一ノ瀬君に押された背中が熱い。この熱が私の中で凍えていた熱を呼び覚ますかのように広がっていく。
「走らないか、花森。俺自身は一緒に行けねぇーけど……俺が渡した炎はお前と一緒だ」
この熱は、一ノ瀬君が私に託した情熱の火。勝負に勝とうとする熱い闘志。
それと溶け合うように導かれる私のうちの熱は、きっと昔に閉じ込めた私自身の情熱と闘志だ。

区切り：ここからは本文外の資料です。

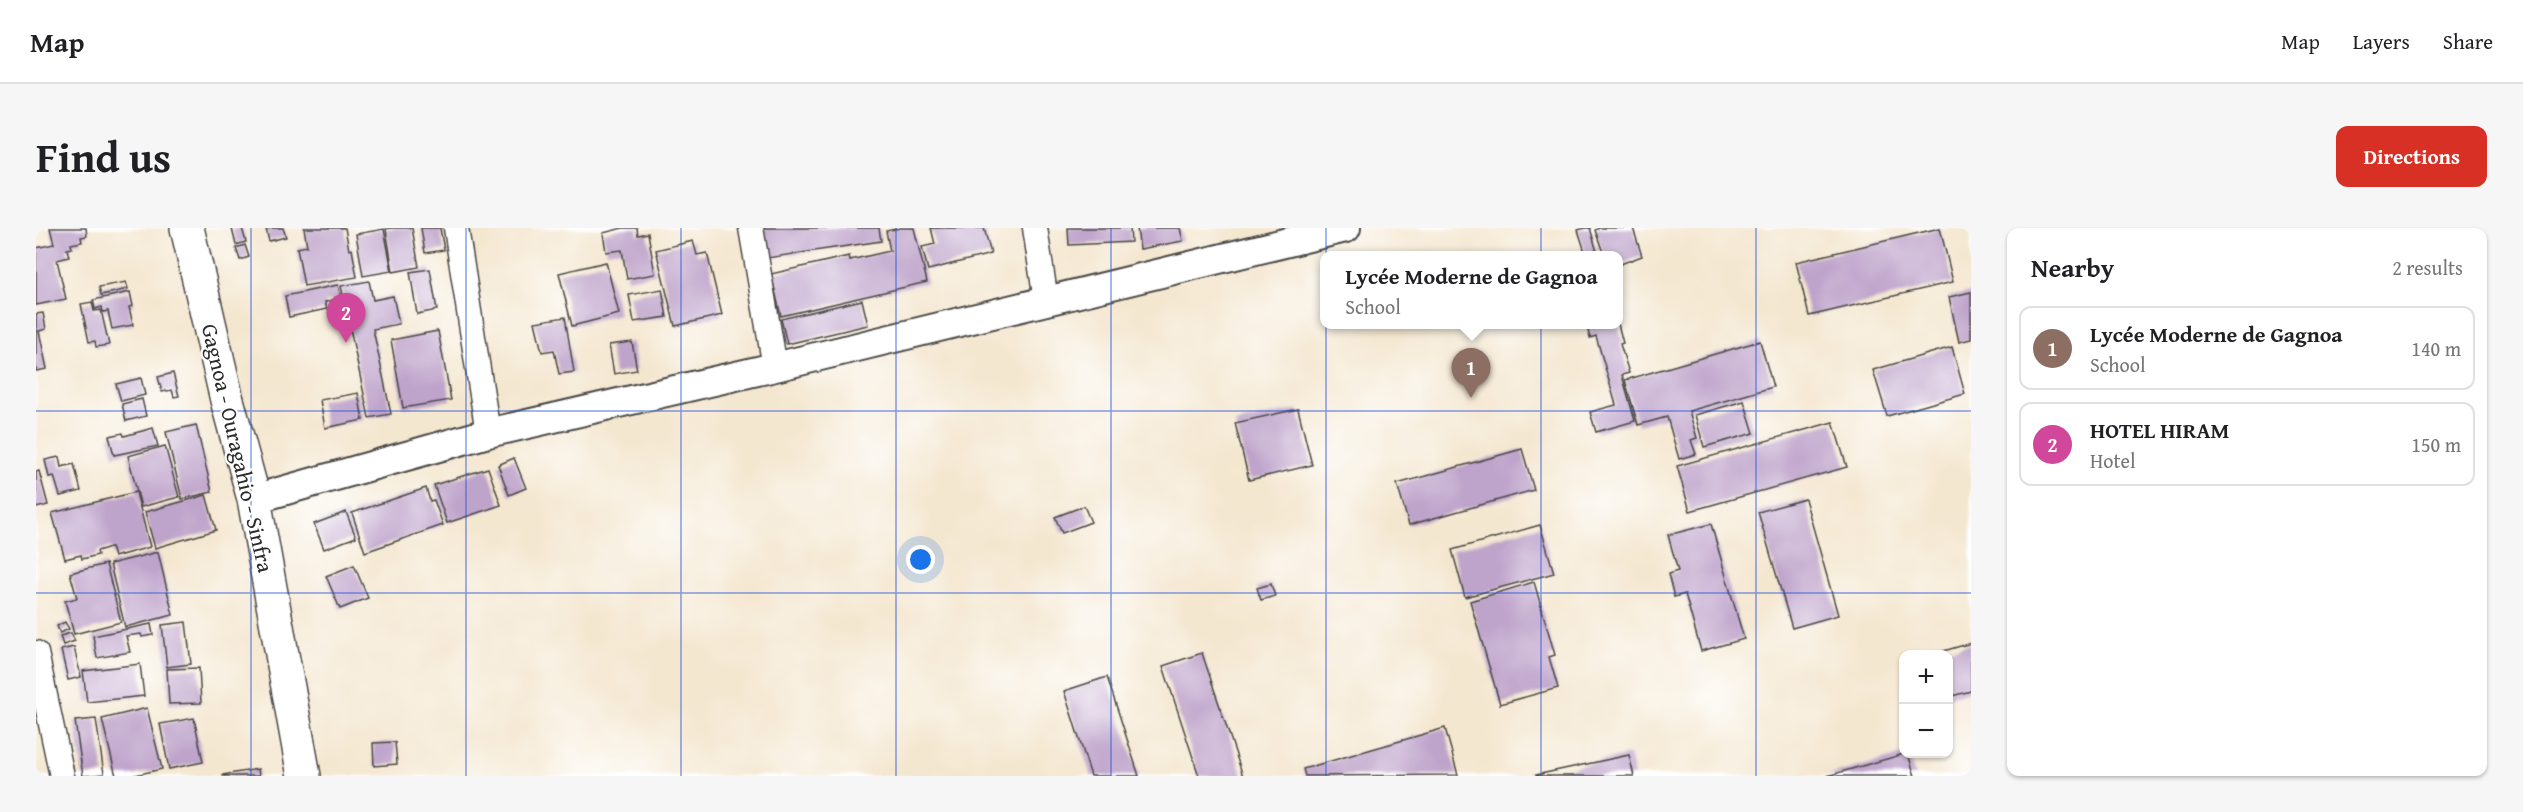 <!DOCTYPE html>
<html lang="en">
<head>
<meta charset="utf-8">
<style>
  body { margin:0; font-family:"Gentium Book Plus",serif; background:#f6f6f6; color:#202124 }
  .controls { position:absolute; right:18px; bottom:18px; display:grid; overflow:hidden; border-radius:12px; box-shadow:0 2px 4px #0004 }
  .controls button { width:54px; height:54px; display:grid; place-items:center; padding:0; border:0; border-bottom:2px solid #e0e0e0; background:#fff; color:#202124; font:30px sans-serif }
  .you { position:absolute; left:885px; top:332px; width:21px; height:21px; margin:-15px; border:4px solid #fff; border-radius:50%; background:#1a73e8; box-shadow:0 0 0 9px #1a73e833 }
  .badge { display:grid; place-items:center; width:39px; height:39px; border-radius:50%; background:#d93025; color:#fff; font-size:20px; font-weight:700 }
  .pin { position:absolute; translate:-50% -50px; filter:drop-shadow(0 2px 3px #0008) }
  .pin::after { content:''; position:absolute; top:32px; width:21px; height:18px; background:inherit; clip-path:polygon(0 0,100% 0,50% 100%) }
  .popup { position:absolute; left:1284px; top:23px; width:303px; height:78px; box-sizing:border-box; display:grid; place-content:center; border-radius:12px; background:#fff; filter:drop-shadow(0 2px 4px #0005); font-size:20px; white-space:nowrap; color:#757577 }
  .popup b { font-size:22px; color:#202124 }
  .popup::after { content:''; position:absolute; left:50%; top:100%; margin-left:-12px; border:12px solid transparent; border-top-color:#fff }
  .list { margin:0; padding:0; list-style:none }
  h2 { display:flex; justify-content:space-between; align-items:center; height:78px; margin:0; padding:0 24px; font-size:26px }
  h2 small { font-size:20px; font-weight:400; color:#757577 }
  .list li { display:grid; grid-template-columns:39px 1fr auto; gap:18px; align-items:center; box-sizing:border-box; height:84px; margin:0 12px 12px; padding:0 12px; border:2px solid #e0e0e0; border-radius:12px }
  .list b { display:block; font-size:22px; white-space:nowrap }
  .list p { margin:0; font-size:20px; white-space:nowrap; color:#757577 }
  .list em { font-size:20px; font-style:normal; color:#757577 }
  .map { position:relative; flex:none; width:1935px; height:548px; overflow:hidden; border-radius:12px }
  header { display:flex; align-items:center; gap:36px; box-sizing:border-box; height:84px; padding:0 30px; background:#fff; border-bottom:2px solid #e0e0e0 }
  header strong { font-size:28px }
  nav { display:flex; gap:33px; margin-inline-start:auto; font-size:21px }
  .intro { display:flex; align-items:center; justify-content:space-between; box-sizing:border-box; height:144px; padding:0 36px }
  h1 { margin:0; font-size:42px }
  .button { padding:15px 27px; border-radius:12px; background:#d93025; color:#fff; font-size:21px; font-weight:700 }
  main { display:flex; gap:36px; padding:0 36px }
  aside { flex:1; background:#fff; border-radius:12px; box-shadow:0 2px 4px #0004 }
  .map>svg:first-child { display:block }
</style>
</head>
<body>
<header>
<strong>Map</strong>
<nav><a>Map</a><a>Layers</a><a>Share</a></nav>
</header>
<div class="intro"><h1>Find us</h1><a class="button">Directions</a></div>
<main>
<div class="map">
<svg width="1935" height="548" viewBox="0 0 1935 548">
  <rect width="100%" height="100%" fill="#fff"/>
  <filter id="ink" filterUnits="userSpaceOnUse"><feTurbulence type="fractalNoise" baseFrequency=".0167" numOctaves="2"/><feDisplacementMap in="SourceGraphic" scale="12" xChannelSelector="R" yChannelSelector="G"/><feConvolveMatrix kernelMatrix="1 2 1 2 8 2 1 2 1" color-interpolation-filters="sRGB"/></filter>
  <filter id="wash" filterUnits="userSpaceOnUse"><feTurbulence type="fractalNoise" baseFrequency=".008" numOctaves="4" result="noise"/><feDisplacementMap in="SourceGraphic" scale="24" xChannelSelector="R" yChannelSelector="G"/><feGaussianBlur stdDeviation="1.35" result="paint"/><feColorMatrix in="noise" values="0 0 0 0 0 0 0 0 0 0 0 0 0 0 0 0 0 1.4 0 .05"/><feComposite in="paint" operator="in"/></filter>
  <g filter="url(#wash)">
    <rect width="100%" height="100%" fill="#f4e7d0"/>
    <g id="blocks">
      <g fill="#bea3ca">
        <polygon points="14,0 50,0 51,8 45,9 46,14 35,16 36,20 31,21 33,29 21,32 30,71 0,77 0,20 18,16"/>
        <polygon points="198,0 206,0 210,14 200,17 196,1"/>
        <polygon points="235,0 247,0 250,9 233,13 230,1"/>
        <polygon points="268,0 309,0 313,22 316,21 321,49 268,58 261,20 271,18"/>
        <polygon points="355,0 376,0 383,39 357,44 350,1"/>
        <polygon points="385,0 404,0 408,22 389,25"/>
        <polygon points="587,0 601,0 602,7 612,5 619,46 591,51 586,22 570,24 567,5"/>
        <polygon points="727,0 843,0 845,13 731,30"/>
        <polygon points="864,0 878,0 891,54 745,88 735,46 813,28 814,32 854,23 850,3"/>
        <polygon points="895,0 948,0 955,26 892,42 886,19 899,16"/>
        <polygon points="1032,0 1094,0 1095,14 1033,17"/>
        <polygon points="1101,0 1144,0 1147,13 1104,21"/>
        <polygon points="1549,0 1554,0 1562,27 1550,27 1542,2"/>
        <polygon points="1563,0 1597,0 1606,28 1582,37 1582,27 1568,27 1559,2"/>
        <polygon points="1904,0 1917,54 1773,88 1760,34"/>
        <polygon points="348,1 356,43 327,48 320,6"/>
        <polygon points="657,13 661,27 671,25 686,87 639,98 620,22"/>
        <polygon points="209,17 213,29 204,32 200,20"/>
        <polygon points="570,34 583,86 536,98 523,45"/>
        <polygon points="394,41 401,82 381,86 374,44"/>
        <polygon points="333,53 337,72 357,68 363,96 337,101 355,186 333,190 305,58"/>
        <polygon points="90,54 92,61 65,67 63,59"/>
        <polygon points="302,57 305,70 289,74 291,81 253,89 249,68"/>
        <polygon points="626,61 631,89 598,94 593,67"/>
        <polygon points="94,64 97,78 93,79 97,97 76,101 72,83 67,84 66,79 59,81 57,72"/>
        <polygon points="1935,64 1935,111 1923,114 1913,69"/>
        <polygon points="826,72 832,97 751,116 745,91"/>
        <polygon points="56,74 58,83 65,82 73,117 60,119 59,113 53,114 45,76"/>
        <polygon points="7,85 10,101 3,103 11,141 0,143 0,86"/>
        <polygon points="529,89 538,144 523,146 518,122 506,124 499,94"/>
        <polygon points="1550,96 1582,96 1587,115 1584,116 1593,145 1586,147 1599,193 1560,204 1554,184 1580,177 1560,108 1554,110"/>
        <polygon points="402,103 415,172 367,180 355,112"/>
        <polygon points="1724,113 1737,159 1653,183 1661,210 1655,212 1660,226 1643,231 1631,189 1602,197 1589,152"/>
        <polygon points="596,114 601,142 578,146 573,117"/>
        <polygon points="1916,119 1929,166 1851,188 1837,142"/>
        <polygon points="137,145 143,168 138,169 136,162 126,164 122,149"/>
        <polygon points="105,150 109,167 85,173 80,156"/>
        <polygon points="322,165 327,192 289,200 284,172"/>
        <polygon points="106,171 110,188 90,193 86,176"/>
        <polygon points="1708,173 1718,205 1668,219 1659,187"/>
        <polygon points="1262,181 1276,237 1213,252 1199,195"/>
        <polygon points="1797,194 1811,239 1654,283 1641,238"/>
        <polygon points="160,197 176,264 146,271 130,204"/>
        <polygon points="117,200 122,218 78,227 73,208 87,205 88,208"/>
        <polygon points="129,218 143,269 105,279 92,228"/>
        <polygon points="1486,221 1498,262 1373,297 1361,256"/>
        <polygon points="23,229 25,239 38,236 45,263 24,268 18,248 13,249 9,232"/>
        <polygon points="478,230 490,260 473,267 462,237"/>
        <polygon points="452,240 465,277 411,295 398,257"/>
        <polygon points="3,243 12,277 0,280 0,244"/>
        <polygon points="390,260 394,273 398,272 407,297 329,324 316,285"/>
        <polygon points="100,264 114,319 78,329 75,319 61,323 62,327 46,331 45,327 29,331 16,285"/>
        <polygon points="170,267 180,302 119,320 109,284"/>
        <polygon points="1769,271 1802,387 1756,400 1722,284"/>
        <polygon points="1048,278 1055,294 1026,305 1019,289"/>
        <polygon points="310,284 320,309 288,321 278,296"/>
        <polygon points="1675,296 1708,411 1665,423 1649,366 1638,369 1632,346 1642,343 1632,307"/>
        <polygon points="1504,297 1518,345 1429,369 1416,322"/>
        <polygon points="122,324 137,387 89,399 74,336"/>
        <polygon points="70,336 85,394 38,406 29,373 41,370 34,345"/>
        <polygon points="318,337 332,370 304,381 290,348"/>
        <polygon points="1498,354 1519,427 1513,429 1522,460 1464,476 1434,373"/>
        <polygon points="1235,356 1239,368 1225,372 1221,360"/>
        <polygon points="29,394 33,401 24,405 21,398"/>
        <polygon points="150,394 155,436 131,439 126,397"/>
        <polygon points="115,396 117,407 106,409 105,406 90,408 94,424 61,430 57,408"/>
        <polygon points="35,405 39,413 27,417 24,408"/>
        <polygon points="1935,415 1935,463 1912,469 1912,427 1897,426"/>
        <polygon points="38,419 45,449 32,452 25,422"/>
        <polygon points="1166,425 1207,548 1163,548 1127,438"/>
        <polygon points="104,436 108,468 51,474 47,443"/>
        <polygon points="163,440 165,475 133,476 131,441"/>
        <polygon points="1071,449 1103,548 1055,548 1028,463"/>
        <polygon points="111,480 126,541 95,548 80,548 66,491"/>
        <polygon points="158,490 167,534 133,541 124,496"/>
        <polygon points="60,491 68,546 47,548 39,493"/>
        <polygon points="1409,500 1422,547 1269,548 1267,541"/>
        <polygon points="359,514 361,536 338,538 337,515"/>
        <polygon points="1868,526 1872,526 1879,548 1791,548"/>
        <polygon points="1593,527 1598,548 1501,548 1500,547"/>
        <polygon points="222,541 223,548 187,548 187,547"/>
      </g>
    </g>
  </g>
  <g filter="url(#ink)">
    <use href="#blocks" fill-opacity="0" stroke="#494744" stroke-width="1.5"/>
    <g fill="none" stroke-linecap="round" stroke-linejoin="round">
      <defs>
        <g id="minor">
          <polyline points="420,0 452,205"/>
          <polyline points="715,0 739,139"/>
          <polyline points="999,0 1010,73"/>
          <polyline points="0,425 26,548"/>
        </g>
        <polyline id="tertiary" points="218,271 452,205 739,139 1310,0"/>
        <polyline id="secondary" points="151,0 191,172 218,271 268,548"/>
      </defs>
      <use href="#minor" stroke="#494744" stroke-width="27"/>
      <use href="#tertiary" stroke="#494744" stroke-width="32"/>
      <use href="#secondary" stroke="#494744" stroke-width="36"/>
      <use href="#minor" stroke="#fff" stroke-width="24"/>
      <use href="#tertiary" stroke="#fff" stroke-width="28"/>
      <use href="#secondary" stroke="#fff" stroke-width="33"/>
    </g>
  </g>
  <path fill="none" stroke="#1d4ed8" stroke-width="1.5" stroke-opacity="0.55" d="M215 0V548M430 0V548M645 0V548M860 0V548M1075 0V548M1290 0V548M1505 0V548M1720 0V548M0 183H1935M0 365H1935"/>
  <g text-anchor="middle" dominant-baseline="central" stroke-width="4.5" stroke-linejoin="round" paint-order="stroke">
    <g font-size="22" fill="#2b2b2b" stroke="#fff">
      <text transform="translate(202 220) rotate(77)">Gagnoa - Ouragahio - Sinfra</text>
    </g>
  </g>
</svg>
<div class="controls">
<button>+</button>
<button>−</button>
</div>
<div class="you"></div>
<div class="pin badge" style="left:1435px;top:170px;background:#8d6e63">1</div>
<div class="popup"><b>Lycée Moderne de Gagnoa</b>School</div>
<div class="pin badge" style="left:310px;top:115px;background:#d1479c">2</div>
</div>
<aside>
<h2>Nearby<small>2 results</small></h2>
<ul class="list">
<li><span class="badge" style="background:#8d6e63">1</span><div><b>Lycée Moderne de Gagnoa</b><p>School</p></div><em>140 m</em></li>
<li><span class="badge" style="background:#d1479c">2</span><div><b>HOTEL HIRAM</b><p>Hotel</p></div><em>150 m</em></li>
</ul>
</aside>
</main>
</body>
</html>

こんなに熱いものだったろうか。自分の中にまだこの熱さが残っていたことに私は驚いた。どんどん、どんどん、昏く冷えていた感情が溶かされていく。
いつの間にか私は痛みを忘れて立ち上がっていた。
…………足が震えていない。
風はまだ戻ってこないけど、私は走れるような気がした。
いつもなら沸き起こる恐怖が、心臓の手前で止まっている。一ノ瀬君の炎が私を私自身の弱さから守ってくれる。
もう、走れない。
そう決めつけて何もしなかった。恐怖に打ち勝つ努力もしないで諦めに逃げ続けた。けど結局私は、走ることを止められないんだ。
七瀬君の走りを見て、心を揺さぶられたのも。彼に風を奪われて怒りを覚えたのも、そのせいなのだ。
逃げ続ける日々は楽だった。だけどその分、悲しかった。
気が付いたらもう戻れない。あふれ出る熱情を止められない。
走りたい。走りたい。
走って、一ノ瀬君と一緒に二人で勝ちたい。
気が付けば、私はもう走り出していた。
――――一緒なら、私はきっと自分の弱さと向き合える。